Task statement: State only how many lines in the listing contain the string "controls".

+===+

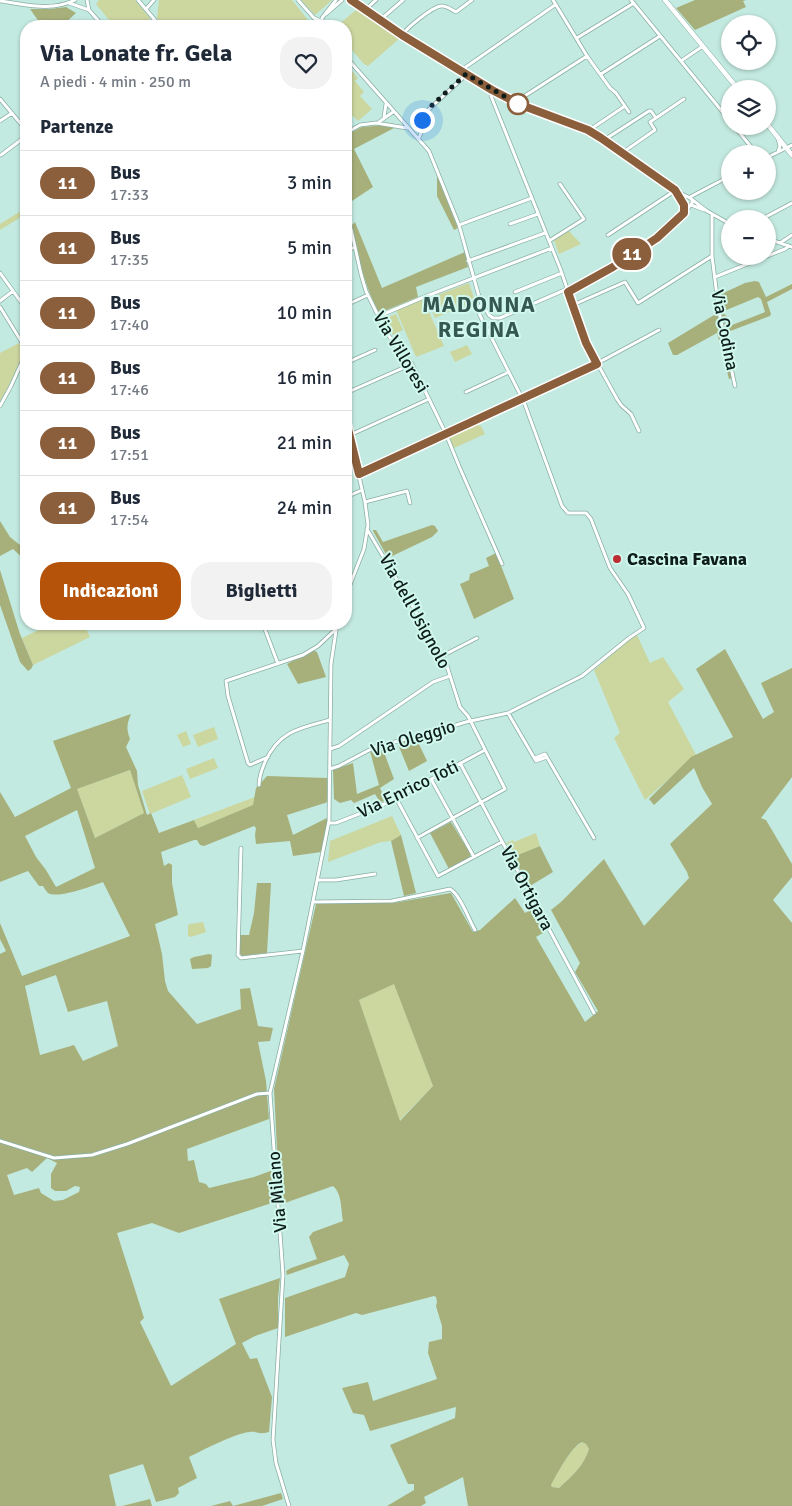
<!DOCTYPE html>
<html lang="it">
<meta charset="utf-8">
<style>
body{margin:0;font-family:Signika,sans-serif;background:#f2f2f3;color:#1f2937;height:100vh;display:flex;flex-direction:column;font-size:19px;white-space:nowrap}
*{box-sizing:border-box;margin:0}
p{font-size:16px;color:#747a83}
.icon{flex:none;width:28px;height:28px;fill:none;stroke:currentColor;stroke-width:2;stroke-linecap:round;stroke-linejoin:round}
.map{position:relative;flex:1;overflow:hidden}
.drawer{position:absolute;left:20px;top:20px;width:332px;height:610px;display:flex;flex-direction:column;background:#fff;border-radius:20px;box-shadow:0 1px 4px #0004}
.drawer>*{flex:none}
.badge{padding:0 10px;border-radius:16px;font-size:18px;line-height:32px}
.controls{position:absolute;left:721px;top:15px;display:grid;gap:10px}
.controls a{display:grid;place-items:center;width:55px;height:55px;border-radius:50%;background:#fff;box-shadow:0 1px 4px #0004;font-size:25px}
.you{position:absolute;width:25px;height:25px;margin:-12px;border:4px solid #fff;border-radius:50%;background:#1a73e8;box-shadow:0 0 0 8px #1a73e833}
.map>.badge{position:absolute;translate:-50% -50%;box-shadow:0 0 0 2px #fff}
h2{padding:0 20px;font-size:19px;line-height:45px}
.round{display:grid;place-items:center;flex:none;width:52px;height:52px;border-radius:20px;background:#f2f2f3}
.summary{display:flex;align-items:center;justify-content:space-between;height:85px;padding:0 20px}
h1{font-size:24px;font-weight:700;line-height:38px}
.cta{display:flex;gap:10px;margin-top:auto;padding:10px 20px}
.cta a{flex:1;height:58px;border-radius:20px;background:#b45309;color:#fff;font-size:20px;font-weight:700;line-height:58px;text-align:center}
.cta a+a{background:#f2f2f3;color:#1f2937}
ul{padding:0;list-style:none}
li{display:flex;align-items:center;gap:15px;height:65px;padding:0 20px;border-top:1px solid #e0e1e3}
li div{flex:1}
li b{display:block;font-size:19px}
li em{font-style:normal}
li .badge{min-width:55px;font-weight:700;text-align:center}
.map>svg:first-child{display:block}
</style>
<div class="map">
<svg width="792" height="1506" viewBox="0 0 792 1506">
<rect width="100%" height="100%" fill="#c3eae0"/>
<path fill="#ccd69f" d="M99,0H135L150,18L148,26H114L96,4Z
M159,0H292L312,25L314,24L316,26H164L157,18Z
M301,0H332L315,15Z
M356,10L400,38L368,66L364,64L346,43V26H337Z
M346,64L358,78L355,81L364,92L360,96L372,109L358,121L353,116L346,122Z
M26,208V214L0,230V224Z
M568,230L581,244L559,254L554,240Z
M469,283L475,301L435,318L427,299Z
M423,298L444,346L416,357L396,310Z
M396,314L403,330L393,335L386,318Z
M19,343L24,353L8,387L0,401V353Z
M467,345L472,354L455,362L450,352Z
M475,424L481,426L485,434L454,448L449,437Z
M51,624H84L90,637L33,665L22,638Z
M636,633L650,663L663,657L684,689L668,702L696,755L645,800L614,738L620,733L594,670Z
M214,727L218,739L198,747L193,735Z
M186,731L191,744L183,747L177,735Z
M214,758L218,768L190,779L186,769Z
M130,770L144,813L95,838L77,789Z
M182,775L191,797L150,814L142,791Z
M255,797L254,805L198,828L194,820Z
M392,816L401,835L391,841L381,842L328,862L330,841Z
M536,833L540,846L513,857L506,843L513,840L514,842Z
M203,922L206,932L191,937L188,936V925L190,924Z
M394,983L433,1086L399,1121L359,1000Z
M583,1442L586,1444L589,1449C584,1466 571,1477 559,1488L552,1487L551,1485C557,1474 571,1447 583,1442Z"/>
<path fill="#a7b07b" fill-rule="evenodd" d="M695,0H746L743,1L746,7L695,30L676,8Z
M66,7L76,13L62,26H42L30,9H50Z
M385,125L396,127L354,149L373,187L346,205V135L362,127Z
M437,175L458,228L454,230L437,196Z
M355,222L382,288L465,252L468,267L416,287L418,297L379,313C364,285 358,256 352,225Z
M755,281L759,282L766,297L792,284V289L767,302L771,314L770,316L725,333L719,295L745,283ZM758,297L761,299L765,312L727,327L725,321L729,318L724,314V311Z
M719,312L734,378L729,379L717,333L677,355H673L668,343Z
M0,521L10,537L26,550V561L13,549L0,556Z
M432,525L435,526L438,531L432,537L388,558L373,531V530H376L383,542Z
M496,553L514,599L474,619L460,584L469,580L470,574L489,566L486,558Z
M0,570L20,634L33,665L31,669L28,671L20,662L0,605Z
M725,649L763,719L774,712L761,683L792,668V777L761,818L766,820L792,864V877L773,900L792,923V1506H468L463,1477L424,1497L426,1503L421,1506H387L414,1490V1484H408L390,1445L455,1418L456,1407L370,1431L364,1415L353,1413L342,1388L368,1382L373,1401L437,1379L428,1353L429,1342L442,1339V1326L436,1306L437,1302L436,1297L434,1296L362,1315L356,1313L285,1337V1298L345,1277L349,1264L344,1255L287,1275L286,1271L291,1268L317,1259L309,1237L313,1232L343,1221C341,1210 342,1193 333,1186L282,1204L278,1170L274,1089L316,904L385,902L393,903L451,893L473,932L480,930L515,898L525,913L535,907L548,930L536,937L585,1022L598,1011L575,972L580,963L551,910L561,902L604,859L644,926L689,878L687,872L670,844L712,804L702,787L694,768L654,805L649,799L691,757L733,737L696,669ZM394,984L433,1086L400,1121L359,1000ZM582,1442L586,1444L589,1449C584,1466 571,1477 559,1488L552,1487L551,1485C557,1474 571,1447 582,1442Z
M313,650L317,652L326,677L298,684L287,664Z
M131,714C127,723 126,729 130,739L126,747L137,771L138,785L147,815L151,813L159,833L194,820L198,828L253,805L256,788L267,776L327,778L328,802L287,815L293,835L327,818V824L321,852L293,856L290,841L256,844L255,835L256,828L254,826L204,846L200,845L197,840H194L161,852L164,866L169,863L172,865V883L178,915L155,924L162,954L165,981L168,991L197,1024L241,1009L240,989L250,988L258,1026L273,1028L270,1041L258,1042L266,1081L269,1119L187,1149L188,1161L194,1160L199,1182L206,1184L209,1188L254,1177L273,1170L275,1202L179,1233L152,1223L117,1233L144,1318L140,1322L171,1386L236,1344L219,1299L280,1278L278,1299V1328L255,1336L242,1343L250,1359L257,1358L272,1397L269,1432C258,1435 258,1431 250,1432C236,1433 203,1450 189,1457L197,1478L178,1488L179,1493L175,1497L156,1502L143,1464L109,1475L116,1506H0V954L6,951L0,939V923L22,976L130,936L103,882C92,886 58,899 48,893C47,892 44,888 43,886H39L28,871L0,882V792L15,817L71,788L53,741ZM130,770L144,813L95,838L77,789ZM77,810L95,868L56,887L46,870L36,857L25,836ZM56,975L68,1012L107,1001L118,1046L83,1061L74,1045L40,1055L25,986ZM47,1158L57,1163L51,1174V1188L55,1191H66L75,1186L80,1187L79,1192L63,1200L54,1201L41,1193L39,1188L14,1195L7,1175L27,1168L32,1172Z
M416,738L427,761L409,771L397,742Z
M382,747L394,779L380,788L386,801L380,802L375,794L354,803L351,800L340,803L334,799L333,770L353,763L357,794L379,785L370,751Z
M451,822L470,853V857L449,869L430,833Z
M401,835L416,893L404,896L391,841Z
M540,846L553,872L530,886L513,857Z
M257,883H271L267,953L242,956L239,953L240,935H249L254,913Z
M209,954L212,955L211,966L208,968L192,969L190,959L194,957Z
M281,1493L283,1499L262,1506H211L230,1501L233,1506Z
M150,1499L152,1506H122Z"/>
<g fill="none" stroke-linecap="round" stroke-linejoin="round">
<defs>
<path id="minor" d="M87,0L89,10
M138,0L160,26
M298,0L314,18L321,21
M351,0L410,40L492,90L526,107L592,133L676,191L690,198L707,211L730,224
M553,0L587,56L610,88L616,93L629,112
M631,0L730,121
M0,1C25,4 51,12 75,0
M69,3L89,10L103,26
M146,9L154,0
M365,10L376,0
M326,14L342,0
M380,20L403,0
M95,26L100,22
M151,26L154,19
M322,26V18L336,0
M402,35C408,27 432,7 441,6C447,5 451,10 456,12L472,0
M577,38L634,3
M346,57L429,151L459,225L480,300L489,315L493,318H500L567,289
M681,61L703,46
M460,71L555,5
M601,74L660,36
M492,90L491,96L560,268L586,343L617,399L621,405L631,414L639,431
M0,99L26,130
M517,103L520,99L587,56
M384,117L386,104
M0,121L12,113
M379,122L393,112
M734,126L757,154
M588,131L625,106
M346,133L360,125L376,123L407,128
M418,139C424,132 421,121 426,112L466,75
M604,140L649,111H651L656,118L684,99
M778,152L780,146L778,139
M622,153L655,130L650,122L656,118
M1,155L26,136
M768,157L792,145
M677,192L684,205V213
M690,197L730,176
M691,205L704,210
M712,214V256L719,312L735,386
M346,219L351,229L361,274L366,291L386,332L400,351L412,364L446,434L459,466L502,564
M762,219L792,203
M510,224L538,214
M459,225L532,198
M608,235L676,190
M768,239L792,247
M549,241L584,219L560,184
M780,243L792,235
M346,251L355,247
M468,261L545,233
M0,273L26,309
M715,277L785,249L789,246
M515,292L562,273
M568,292L613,267L661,236L687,210L692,203V200
M0,301L13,291
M346,305L368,295
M481,305L478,311L484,324
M573,305L625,282L638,303L712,256
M0,307L26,349
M379,316L424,297L552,248
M489,333L502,327L500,322
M346,363L375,350
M466,392L509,372
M346,393L412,364
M0,406L11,386L26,353
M346,421L365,502L368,525L364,549L346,595
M350,435L429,399
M359,475L594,365L659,330
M346,497L362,490
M365,502L407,491L410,503
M367,529L446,663L460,707L468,716L505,789L417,838
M263,624L278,664
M442,656L477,638
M508,713L536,761L547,757
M330,749L339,746L433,682L450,676
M268,757L250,765L248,763L228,696L226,681L303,655L318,646L335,630
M535,758L545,754L594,838
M460,763L594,1013
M330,769L339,766L375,747L426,734L466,722L508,713L582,676L629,638L644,628L628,594L610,568L591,519L586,513H568L562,506L524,402L486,327
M431,779L474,857
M259,785C259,777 262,769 265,762C279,731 300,728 330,720
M396,798L438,876L502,842
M329,823H336L387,803L485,750
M241,848L238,955L241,958L303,951
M318,880H336L375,874
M313,902L392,901L450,889C460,894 469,920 475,930
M0,1141L54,1158L92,1155L127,1144L257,1094L270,1093
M289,1506L276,1463L273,1440L283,1275L270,1093L303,951L329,821L331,664L337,624"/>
<path id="major" d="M665,0L738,89
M768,125L792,155"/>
</defs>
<use href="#minor" stroke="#89afa5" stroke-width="4.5"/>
<use href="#major" stroke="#89afa5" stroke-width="5.5"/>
<use href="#minor" stroke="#fff" stroke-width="3"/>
<use href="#major" stroke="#fff" stroke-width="4.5"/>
</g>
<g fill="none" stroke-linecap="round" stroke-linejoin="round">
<defs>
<path id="line" d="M346,421L359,474L597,364L586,343L568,292L613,267L657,238L684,213V205L675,190L601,138L588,130L521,105L492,90L402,35L351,0"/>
</defs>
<use href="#line" stroke="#fff" stroke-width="11"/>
<use href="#line" stroke="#8b5e3c" stroke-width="8"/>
<path stroke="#0f1d1a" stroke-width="5" stroke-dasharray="0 9" d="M422,120L428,109L466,74L518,104"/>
</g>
<circle fill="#fff" stroke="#8b5e3c" stroke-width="2.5" cx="518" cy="104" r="10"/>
<circle fill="#bc2d32" stroke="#d0f8ed" stroke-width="2" cx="617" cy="559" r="5"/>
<g text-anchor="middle" stroke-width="4" stroke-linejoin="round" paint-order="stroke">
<g font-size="18" fill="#0f1d1a" stroke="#d0f8ed">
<text transform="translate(725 330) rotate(79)" y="6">Via Codina</text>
<text transform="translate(401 352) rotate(59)" y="6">Via Villoresi</text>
<text transform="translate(415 611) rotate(61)" y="6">Via dell'Usignolo</text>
<text transform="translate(413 738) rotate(-17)" y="6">Via Oleggio</text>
<text transform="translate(408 789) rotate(-26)" y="6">Via Enrico Toti</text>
<text transform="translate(527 888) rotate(62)" y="6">Via Ortigara</text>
<text transform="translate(277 1192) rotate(-95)" y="6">Via Milano</text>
</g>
<g font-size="18" font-weight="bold" fill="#0f1d1a" stroke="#d0f8ed" text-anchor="start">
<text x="627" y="565">Cascina Favana</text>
</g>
<g font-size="22" font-weight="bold" letter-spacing="1" fill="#355850" stroke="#d0f8ed">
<text x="479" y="312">MADONNA<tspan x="479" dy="25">REGINA</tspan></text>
</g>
</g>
</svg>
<div class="controls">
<a><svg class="icon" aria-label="locate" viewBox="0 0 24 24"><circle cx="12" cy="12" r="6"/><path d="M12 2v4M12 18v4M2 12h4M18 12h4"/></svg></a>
<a><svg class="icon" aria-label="layers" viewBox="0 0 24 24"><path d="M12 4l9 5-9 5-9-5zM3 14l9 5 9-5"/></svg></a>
<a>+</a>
<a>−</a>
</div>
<div class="you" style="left:422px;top:120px"></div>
<b class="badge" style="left:632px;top:254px;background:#8b5e3c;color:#fff">11</b>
<section class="drawer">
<div class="summary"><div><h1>Via Lonate fr. Gela</h1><p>A piedi · 4 min · 250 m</p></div><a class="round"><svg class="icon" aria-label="heart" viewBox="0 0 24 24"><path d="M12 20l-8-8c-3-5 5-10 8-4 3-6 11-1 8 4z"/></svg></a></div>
<h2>Partenze</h2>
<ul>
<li><span class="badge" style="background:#8b5e3c;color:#fff">11</span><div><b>Bus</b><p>17:33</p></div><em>3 min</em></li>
<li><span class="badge" style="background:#8b5e3c;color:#fff">11</span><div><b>Bus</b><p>17:35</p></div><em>5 min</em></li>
<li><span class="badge" style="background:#8b5e3c;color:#fff">11</span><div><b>Bus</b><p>17:40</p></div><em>10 min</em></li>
<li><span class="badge" style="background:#8b5e3c;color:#fff">11</span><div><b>Bus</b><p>17:46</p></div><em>16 min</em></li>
<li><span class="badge" style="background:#8b5e3c;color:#fff">11</span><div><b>Bus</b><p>17:51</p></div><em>21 min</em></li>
<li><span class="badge" style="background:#8b5e3c;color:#fff">11</span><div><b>Bus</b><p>17:54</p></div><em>24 min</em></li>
</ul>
<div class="cta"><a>Indicazioni</a><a>Biglietti</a></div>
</section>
</div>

+===+

Output of the task: 3